Key Points

The Why: Analysis Reproducibility

Modern CMS analysis is too complex to be managed by memory or manual scripts.
Reproducibility is a productivity tool: it makes your own work easier to revise and update.
Capturing the Workflow (the “Glue”) is the final step in ensuring an analysis is truly reusable.

Declarative Workflows: Unlike bash scripts where you define the order of steps, in Snakemake you define the dependencies (inputs/outputs), and Snakemake figures out the order (DAG).
The all Rule: It is convention to include a rule named all at the top of the workflow to define the final targets of your analysis.
Lazy Execution: Snakemake only re-runs a rule if the output file is missing or if the input files have changed (have a newer timestamp) since the last run.

Wildcards: Use name in filenames to define a generic rule.
Constraints: Snakemake fills wildcards by looking at the output you requested and propagating that value to the input.
expand(): A Python function that generates a list of filenames from a pattern.

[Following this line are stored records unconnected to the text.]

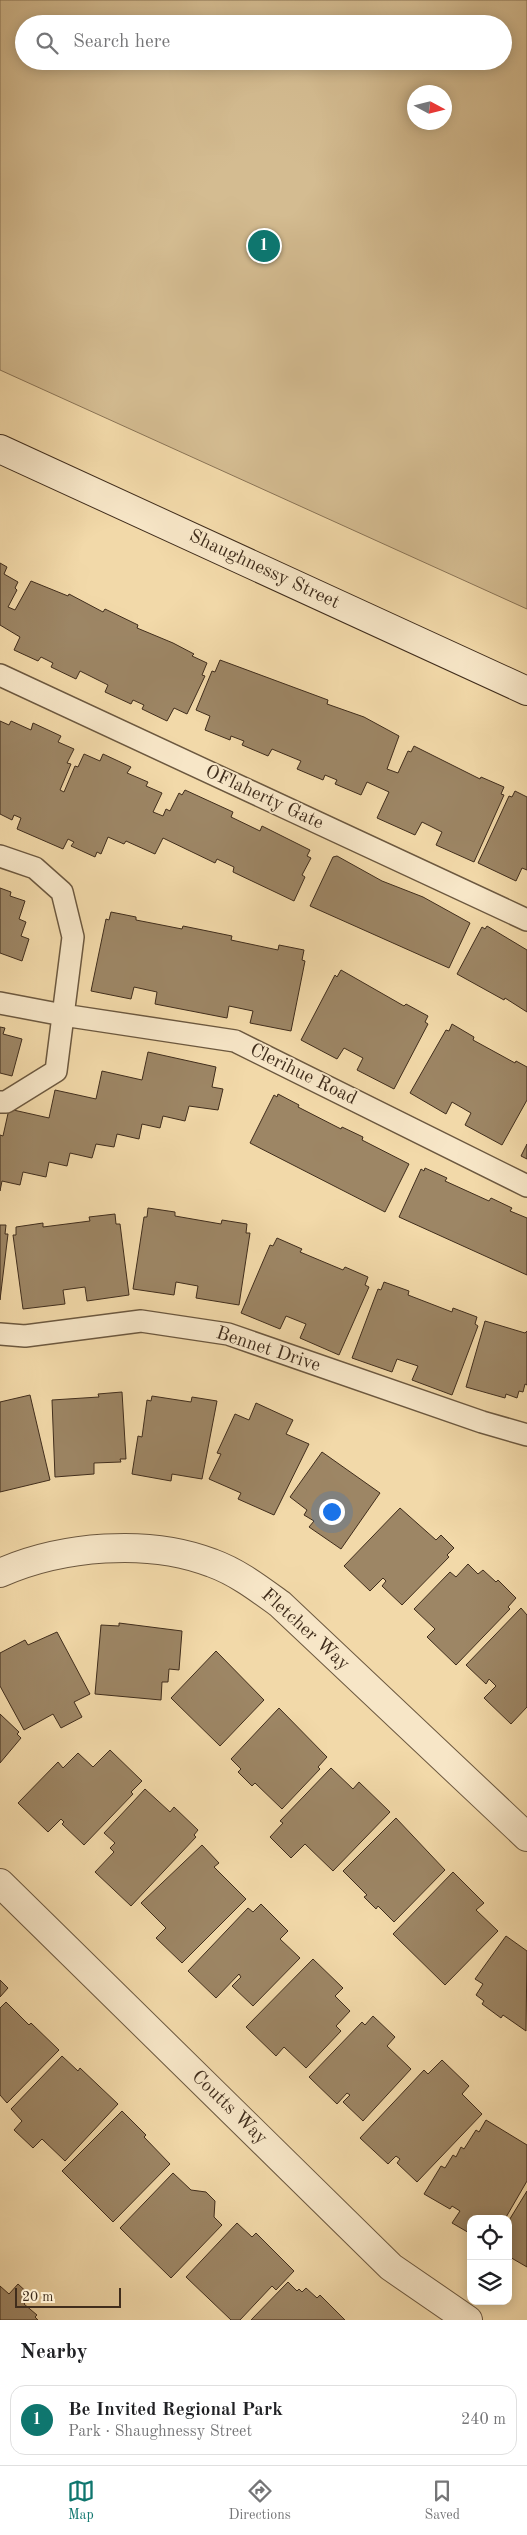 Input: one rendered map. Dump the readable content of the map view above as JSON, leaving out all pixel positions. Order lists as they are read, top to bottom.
{
  "streets": {
    "street": ["Shaughnessy Street", "Fletcher Way", "Coutts Way"],
    "lane": ["OFlaherty Gate", "Clerihue Road", "Bennet Drive"]
  },
  "scale_bar": "20 m",
  "north": "right",
  "page": {
    "search": "Search here",
    "pins": "1",
    "scale": "20 m",
    "heading": "Nearby",
    "list": [
      {
        "mark": "1",
        "name": "Be Invited Regional Park",
        "note": "Park · Shaughnessy Street",
        "value": "240 m"
      }
    ],
    "nav": ["Map", "Directions", "Saved"]
  }
} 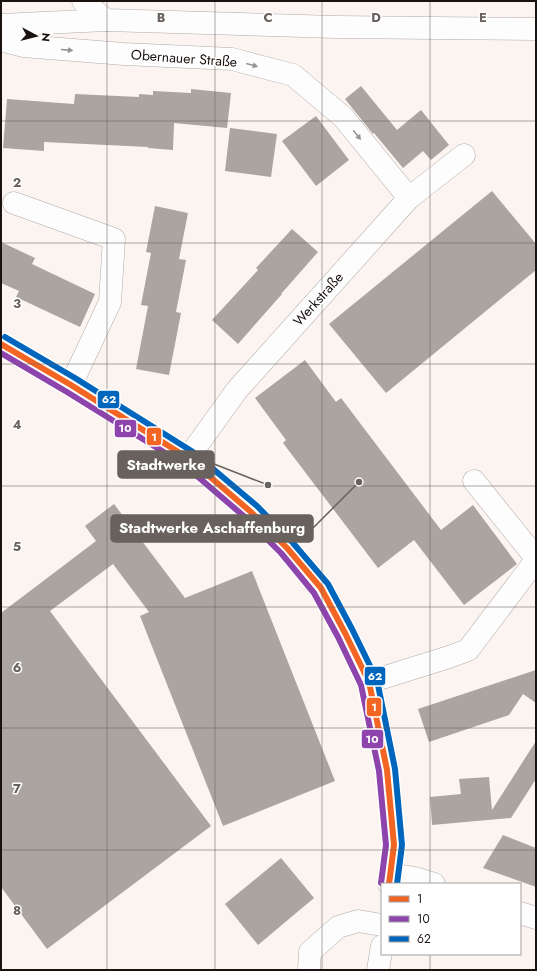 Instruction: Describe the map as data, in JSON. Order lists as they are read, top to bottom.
{
  "streets": {
    "street": ["Obernauer Straße", "Werkstraße"]
  },
  "crossings": [
    ["Obernauer Straße", "Werkstraße"]
  ],
  "places": ["Stadtwerke Aschaffenburg", "Stadtwerke"],
  "lines": ["transit line 62", "transit line 1", "transit line 10"],
  "legend": ["1", "10", "62"],
  "north": "right",
  "grid": {
    "columns": [
      "B",
      "C",
      "D",
      "E"
    ],
    "rows": [
      "2",
      "3",
      "4",
      "5",
      "6",
      "7",
      "8"
    ]
  }
} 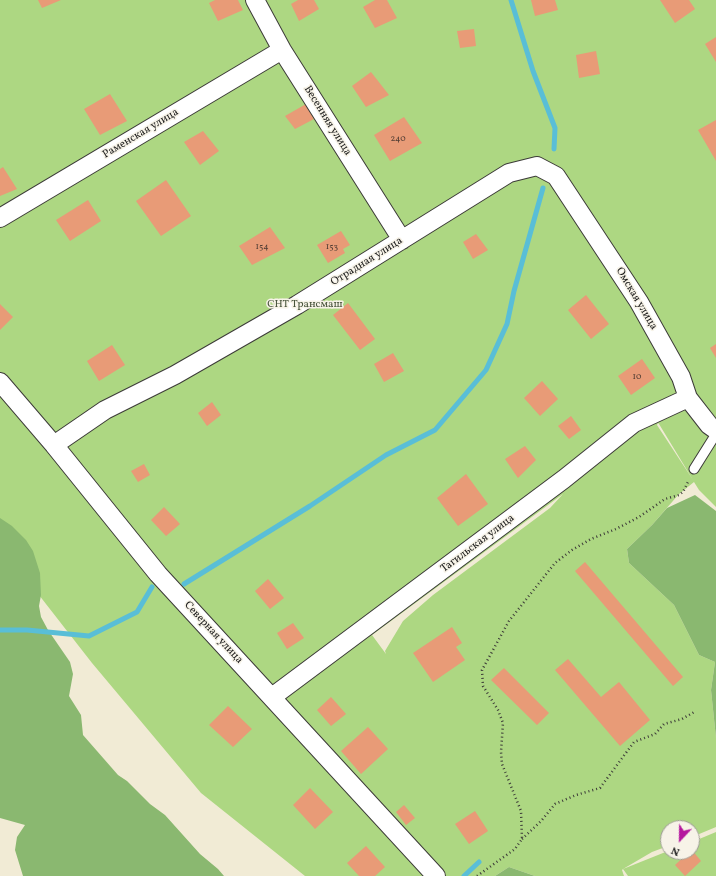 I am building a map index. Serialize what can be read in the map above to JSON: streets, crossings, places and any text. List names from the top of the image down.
{
  "streets": {
    "street": [
      "Весенняя улица",
      "Раменская улица",
      "Отрадная улица",
      "Омская улица",
      "Тагильская улица",
      "Северная улица"
    ]
  },
  "crossings": [
    ["Весенняя улица", "Раменская улица"],
    ["Весенняя улица", "Отрадная улица"],
    ["Отрадная улица", "Омская улица"],
    ["Отрадная улица", "Северная улица"],
    ["Омская улица", "Тагильская улица"],
    ["Тагильская улица", "Северная улица"]
  ],
  "parks": ["СНТ Трансмаш"],
  "house_numbers": [
    "240",
    "154",
    "153",
    "10"
  ],
  "north": "bottom"
} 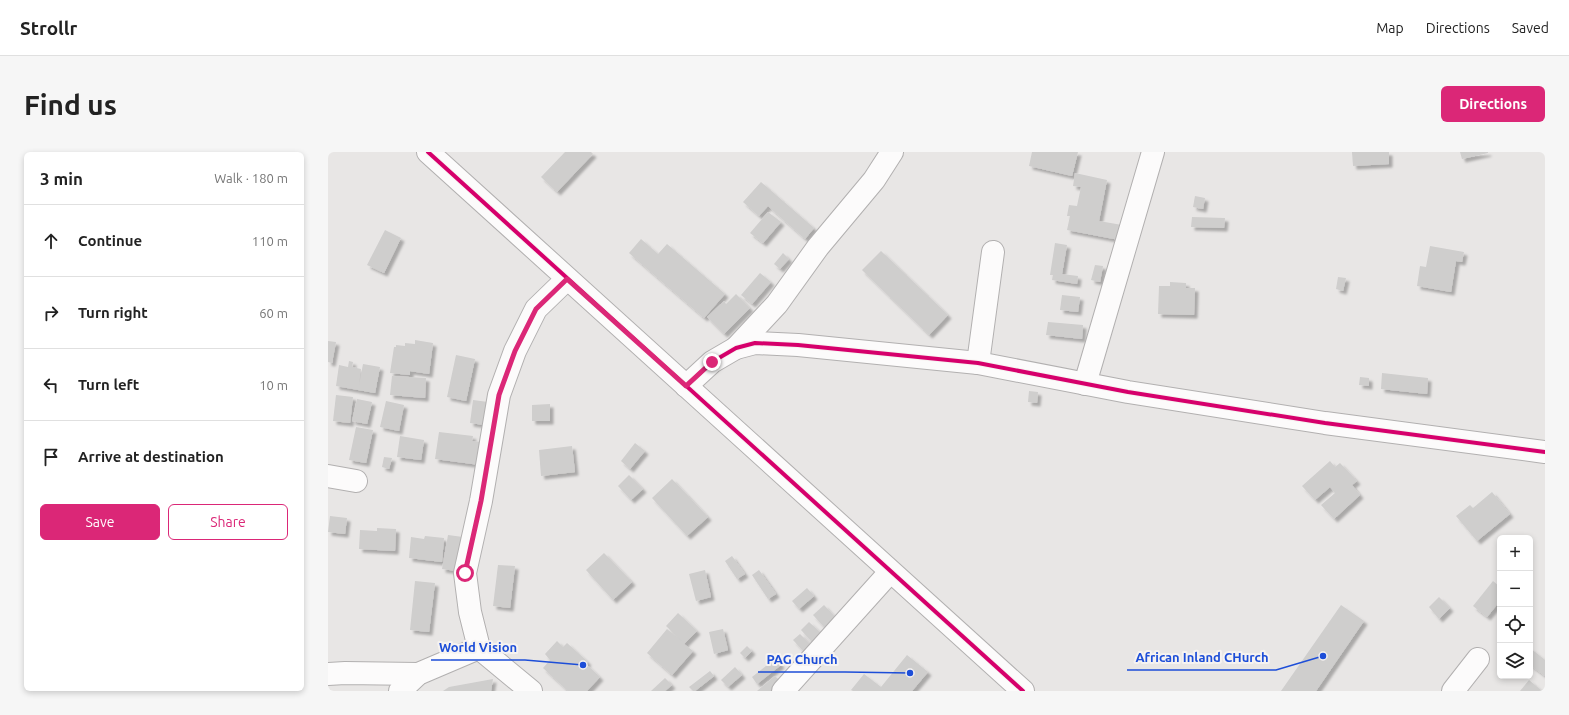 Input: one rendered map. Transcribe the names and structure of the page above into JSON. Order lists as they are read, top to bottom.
{
  "places": ["African Inland CHurch", "World Vision", "PAG Church"],
  "page": {
    "header": "Strollr",
    "nav": ["Map", "Directions", "Saved"],
    "buttons": [
      "Directions",
      ["Save", "Share"]
    ],
    "title": "Find us",
    "heading": ["3 min", "Walk · 180 m"],
    "list": [
      ["Continue", "110 m"],
      ["Turn right", "60 m"],
      ["Turn left", "10 m"],
      "Arrive at destination"
    ],
    "map_buttons": ["+", "−"]
  }
} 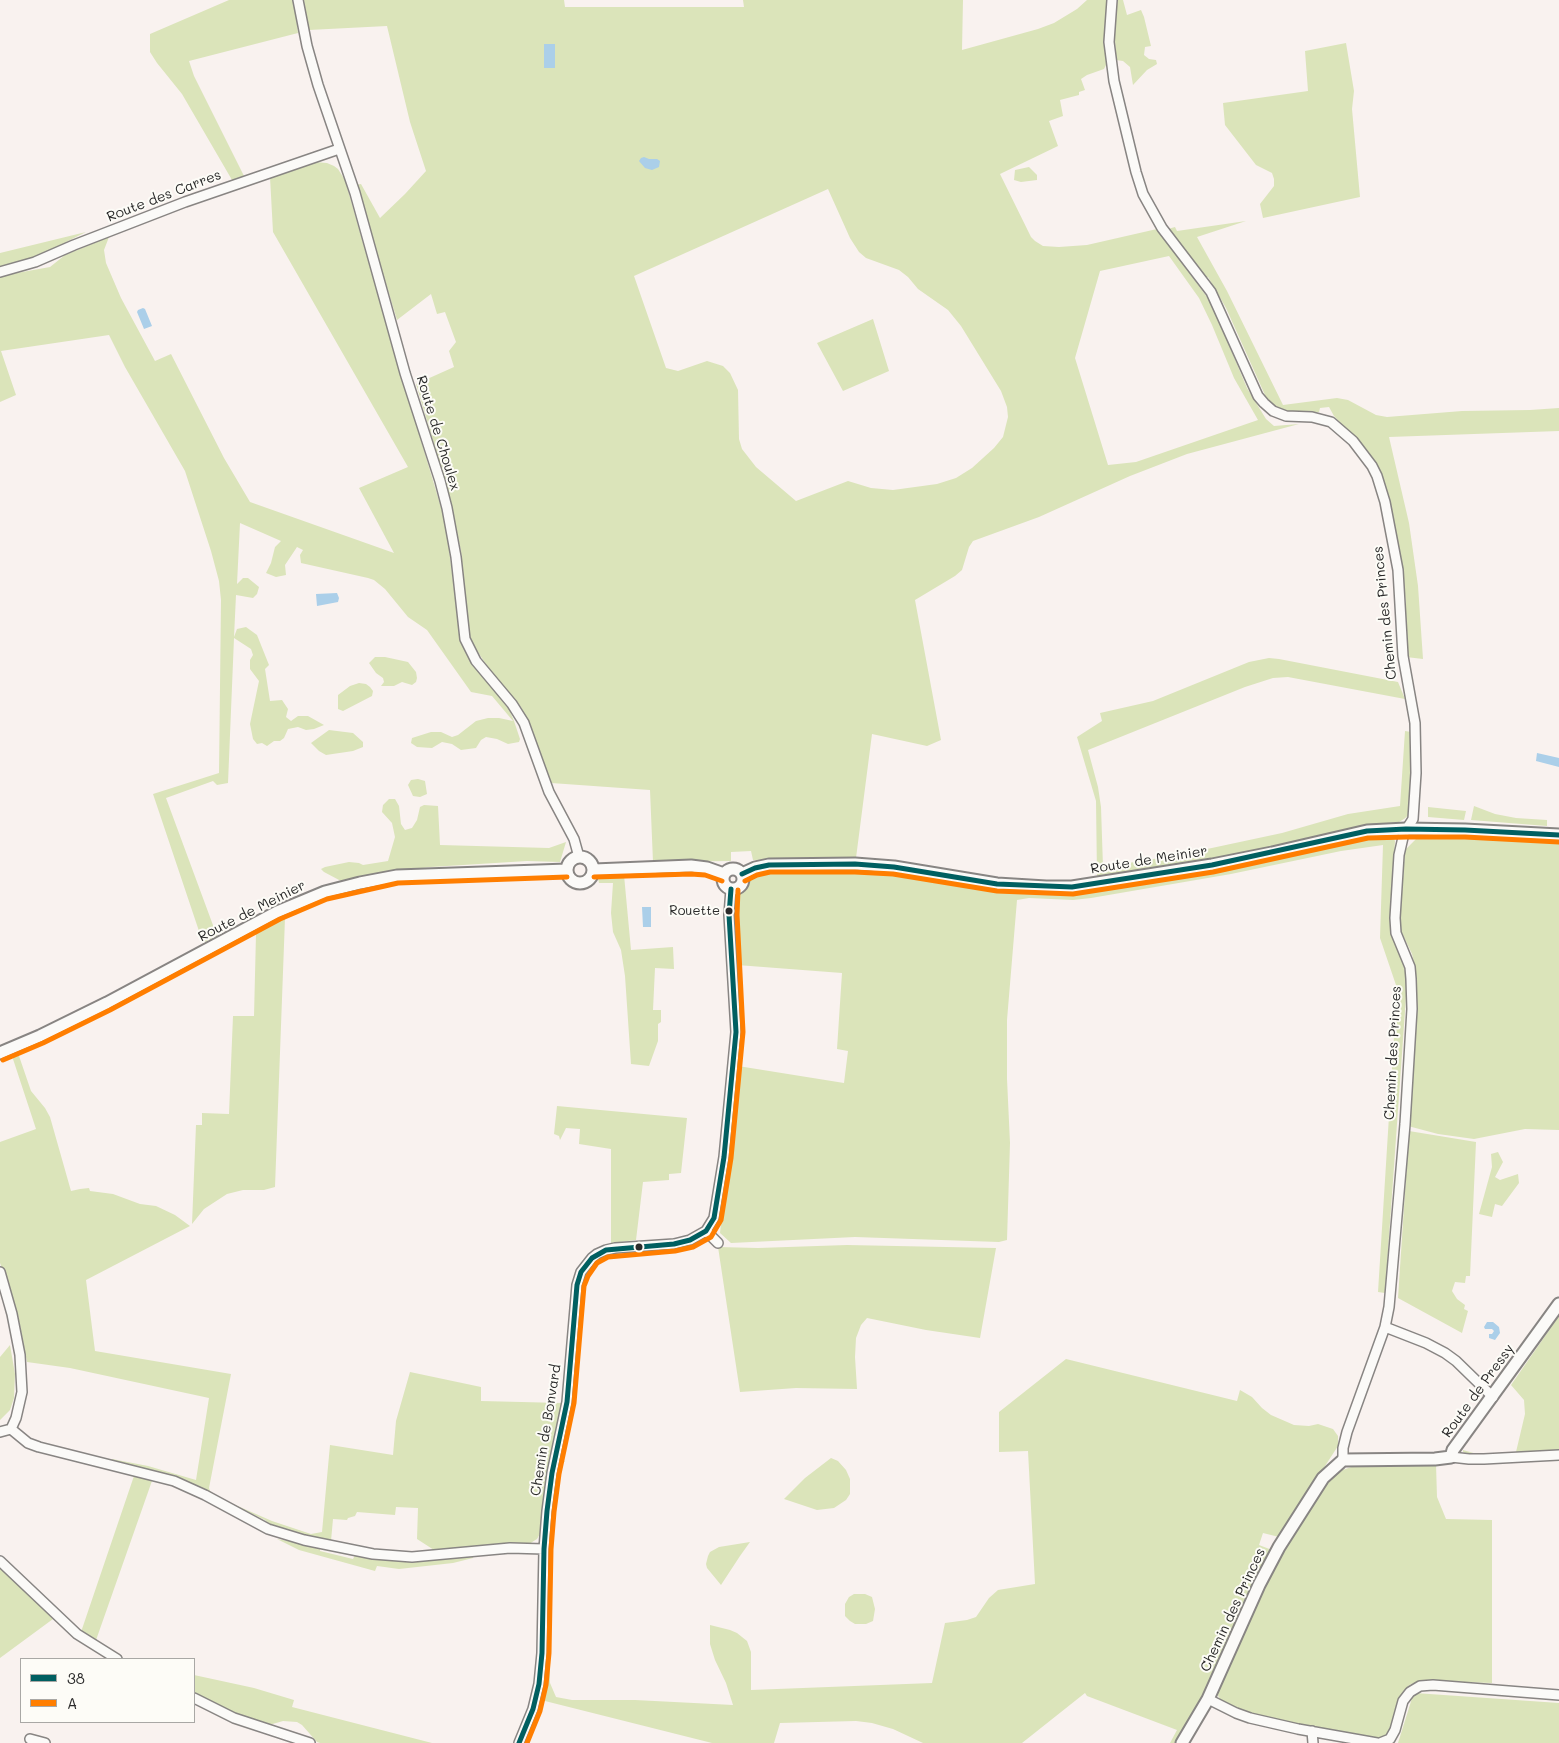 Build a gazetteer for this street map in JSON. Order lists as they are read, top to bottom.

It is commonly used in rule all to define the final targets.
Parallelism: With wildcards, Snakemake can run multiple independent jobs in parallel using the --cores flag.

DAG: A visual map of your analysis dependencies.
Dry-run (-n): Always perform a dry-run to verify the plan before executing.
Rule Graph: A simplified visualization showing the relationship between rules rather than individual files.

container:: A rule-level directive that specifies the Docker/Apptainer image to use.
–use-apptainer: The command-line flag required to enable container execution.
*–apptainer-args: Use this to bind external storage paths (like /eos or /cvmfs) so the container can see them.
Environment Agnostic: You can mix and match different containers in a single workflow, ensuring each step has the exact dependencies it needs.

Integration: You can wrap almost any existing script in Snakemake, provided the Input/Output filenames are predictable.
Determinism: If a script produces random timestamps or unique IDs in filenames, you must “patch” it to ensure Snakemake can track the files.
Hybrid Environments: While container: is preferred, you can explicitly call apptainer exec inside a shell block when you need complex environment sourcing (like cmsenv).
Orchestration: Snakemake can seamlessly connect completely different software stacks (e.g., Python/Coffea and C++/ROOT/Combine) into a single reproducible pipeline.